───── SUPPLIED MATERIAL ─────
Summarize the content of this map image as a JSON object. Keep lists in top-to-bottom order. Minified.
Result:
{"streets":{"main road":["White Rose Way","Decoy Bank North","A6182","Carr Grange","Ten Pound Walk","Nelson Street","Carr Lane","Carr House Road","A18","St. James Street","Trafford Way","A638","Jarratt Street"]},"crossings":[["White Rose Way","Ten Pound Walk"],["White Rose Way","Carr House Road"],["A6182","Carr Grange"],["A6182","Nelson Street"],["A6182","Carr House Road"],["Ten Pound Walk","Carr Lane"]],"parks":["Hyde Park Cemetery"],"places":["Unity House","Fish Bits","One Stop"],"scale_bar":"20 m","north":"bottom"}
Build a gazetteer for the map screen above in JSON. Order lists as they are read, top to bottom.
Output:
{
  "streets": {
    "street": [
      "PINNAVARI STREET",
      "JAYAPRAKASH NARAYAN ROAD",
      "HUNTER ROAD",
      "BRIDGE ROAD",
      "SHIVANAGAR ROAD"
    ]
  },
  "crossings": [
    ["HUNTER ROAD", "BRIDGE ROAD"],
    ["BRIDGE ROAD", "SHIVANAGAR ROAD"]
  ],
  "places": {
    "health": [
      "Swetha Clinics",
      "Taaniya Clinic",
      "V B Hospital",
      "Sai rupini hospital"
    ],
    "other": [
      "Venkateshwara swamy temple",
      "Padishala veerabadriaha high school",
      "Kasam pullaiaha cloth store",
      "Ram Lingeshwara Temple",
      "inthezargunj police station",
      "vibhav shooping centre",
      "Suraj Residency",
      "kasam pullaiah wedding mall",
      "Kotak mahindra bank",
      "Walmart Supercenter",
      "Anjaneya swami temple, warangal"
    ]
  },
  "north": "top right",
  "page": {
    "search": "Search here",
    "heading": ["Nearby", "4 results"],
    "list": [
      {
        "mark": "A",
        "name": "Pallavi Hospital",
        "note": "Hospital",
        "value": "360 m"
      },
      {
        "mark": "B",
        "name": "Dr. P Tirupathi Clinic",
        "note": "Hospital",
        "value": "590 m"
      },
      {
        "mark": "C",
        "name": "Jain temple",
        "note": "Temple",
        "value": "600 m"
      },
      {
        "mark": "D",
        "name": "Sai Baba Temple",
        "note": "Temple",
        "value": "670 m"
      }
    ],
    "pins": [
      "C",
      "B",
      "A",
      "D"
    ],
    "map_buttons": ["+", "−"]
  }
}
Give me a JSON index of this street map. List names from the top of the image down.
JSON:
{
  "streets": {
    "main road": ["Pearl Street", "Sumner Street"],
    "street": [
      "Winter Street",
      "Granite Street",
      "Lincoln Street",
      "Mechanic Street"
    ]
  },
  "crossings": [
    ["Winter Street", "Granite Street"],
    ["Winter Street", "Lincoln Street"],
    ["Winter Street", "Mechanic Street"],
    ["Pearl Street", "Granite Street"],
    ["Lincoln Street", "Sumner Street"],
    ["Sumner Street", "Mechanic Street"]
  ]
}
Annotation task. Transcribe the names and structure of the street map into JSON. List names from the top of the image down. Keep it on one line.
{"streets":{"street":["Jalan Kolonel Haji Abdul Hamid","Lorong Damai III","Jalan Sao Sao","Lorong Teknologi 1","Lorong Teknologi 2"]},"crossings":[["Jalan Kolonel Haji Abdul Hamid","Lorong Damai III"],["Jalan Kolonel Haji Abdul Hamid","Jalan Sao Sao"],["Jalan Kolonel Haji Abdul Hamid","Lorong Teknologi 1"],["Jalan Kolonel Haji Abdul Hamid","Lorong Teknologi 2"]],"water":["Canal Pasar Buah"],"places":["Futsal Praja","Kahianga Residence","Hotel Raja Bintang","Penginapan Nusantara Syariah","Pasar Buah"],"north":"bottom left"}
─────
> _PROBLEM REQUIREMENTS_: Search the listing above for the string "SHIVANAGAR" and copy each line that has it.

> _FINISHED TASK_:
      "SHIVANAGAR ROAD"
    ["BRIDGE ROAD", "SHIVANAGAR ROAD"]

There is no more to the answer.